For those wondering the lapack guys are working on a new version of lapack to run on heterogeneous architecture including gpus. See their work at http://www.icl.utk.edu/research
I have worked with these guys and all I can say is good luck outperforming the highly optimized routines they have written. My bet is that the the guy writing this blog used a non optimized version of lapack.
There's no mystery here, author is only solving a 5x5 system. LAPACK will have barely finished checking function call parameters by the time a fully specialized and inlined solver is finished. Also, from a cursory inspection, author does no pivoting [edit: worse, it just uses Cramer's rule, which is insane], so their solver will be much less numerically robust (but this is admittedly less of a problem for the 5x5 case).
The performance is completely expected--in fact, I would expect an optimized 5x5 solver to be faster than this.
A better comparison might be a C++ library like Eigen that is intended for use on these small systems, that should optimize out function calls in a similar way, and that uses intrinsics.
If your matrices are of arbitrary size, Blaze [0] would be my pick. It has the best performance on their benchmarks, Baptiste Wicht's benchmarks, and my own.
Though if the matrices are guaranteed to be small (like in this example), libxsmm [1] is specialized and highly optimized for this use case and beats its competitors above.
And yes, it's absolutely essential to make sure you didn't just move computations to compile-time.
Please check with array initialized from file or other dynamic source.
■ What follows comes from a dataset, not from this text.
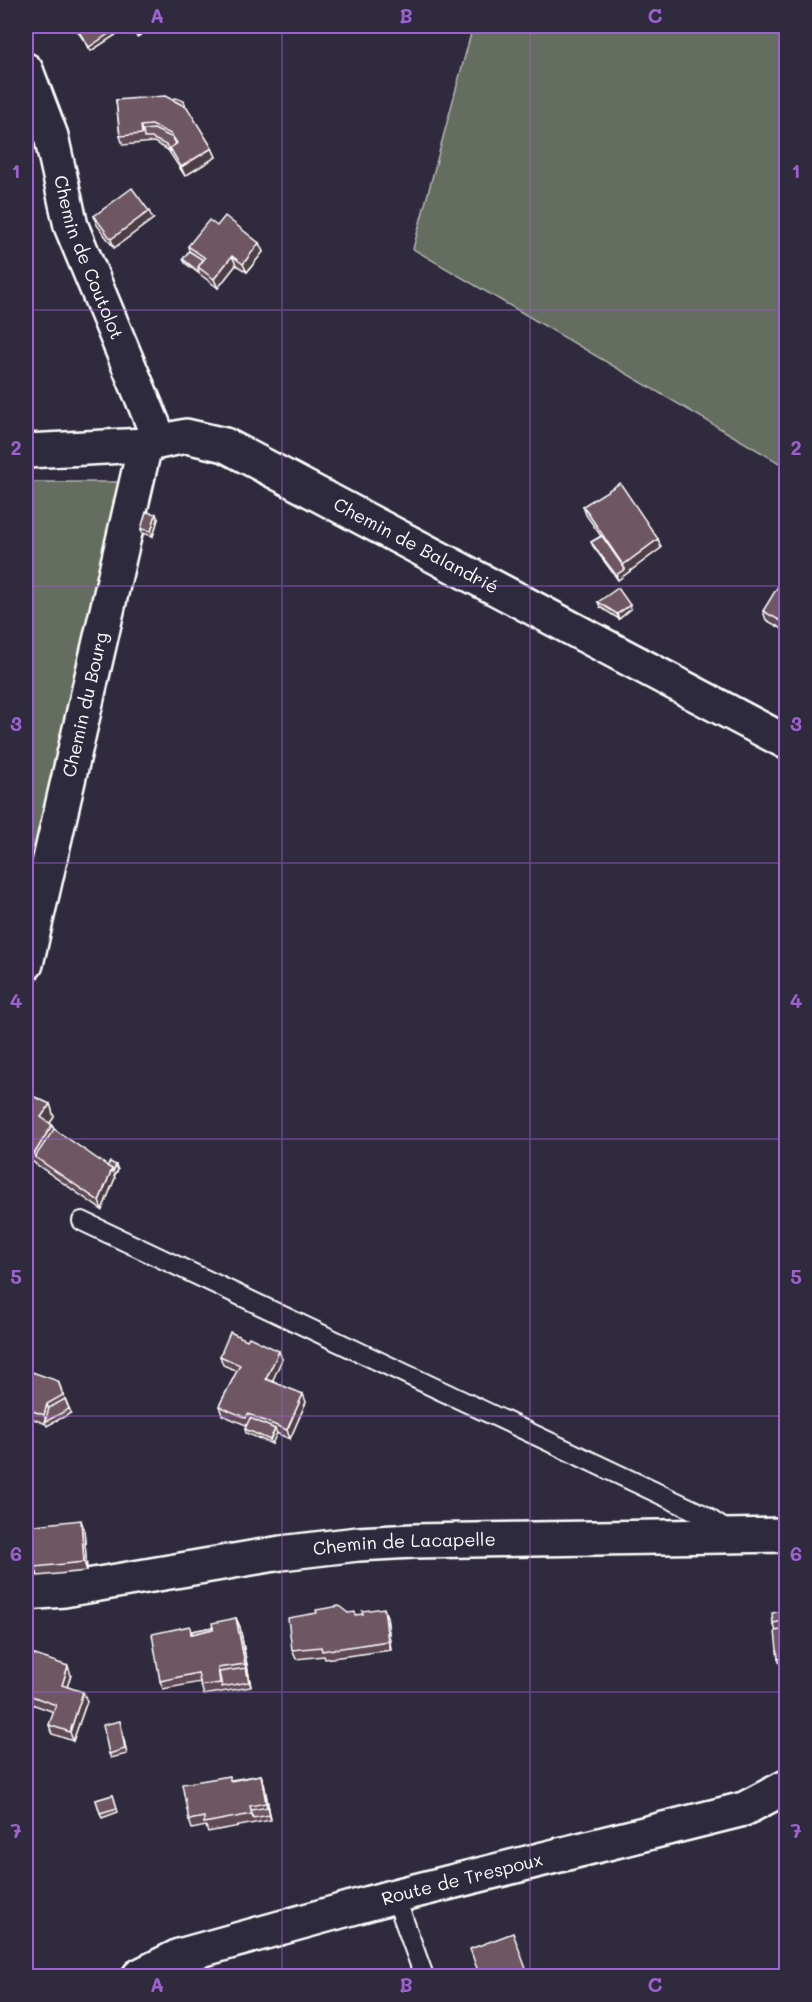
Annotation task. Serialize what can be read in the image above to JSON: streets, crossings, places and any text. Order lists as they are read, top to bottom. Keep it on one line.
{"streets":{"street":["Chemin de Coutolot","Chemin de Balandrié","Chemin du Bourg","Chemin de Lacapelle","Route de Trespoux"]},"crossings":[["Chemin de Coutolot","Chemin de Balandrié"],["Chemin de Coutolot","Chemin du Bourg"],["Chemin de Balandrié","Chemin du Bourg"]],"grid":{"columns":["A","B","C"],"rows":["1","2","3","4","5","6","7"]}}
With maximal inlining, there's a risk of constant propagation resulting in a lot of computation happening at compile time rather than run time.
As an anecdote of just how powerful this can be, I once wrote a prototype of a simulation (written in C) that used a lot of integer divisions and needed to be run many times with different parameters.
As a quick and dirty hack that took about half hour to implement, I decided to just have the program as a template string and the parameters be substituted in by a python script that called GCC. To the amazement of a very sceptical friend, the result was a 5x speedup.
A lot of this speedup was consistent with replacing the integer divisions with multiplicative inverses, but also merging constants in a way that would have made things quite unreadable. I was quite impressed with how far GCC had gone.
Considering each instance of this simulation ran for tens of minutes, it was well worth compilation time of a few seconds. It kept the code really simple, too.
That's pretty much what you get with Julia, except it will also do interprocedural optimization (i.e. inline constants and functions across calls) on v0.7. All without playing with templates. I'll gladly pay a 1 second JiT lag for a few days off my computation. At the same time, I don't have screw around with templates.
Your comment has taken me from having mixed feelings about Julia to making me convinced I want to try Julia for something numerically intensive that I would be inclined to turn to C for.
Even better, Julia code is super high-level and readable. And you can just drop down to C using the builtin "ccall" facility. Julia's type system is designed for excellent interop with the C ABI.
You should check out this presentation done by Matt Godbolt about compiler internals. He talks about what kind of optimizations are being done by GCC and Clang. Pretty amazing stuff. For example, the compiler will figure out you are trying to write a pop count in high level code and replace it with a single popcount instruction.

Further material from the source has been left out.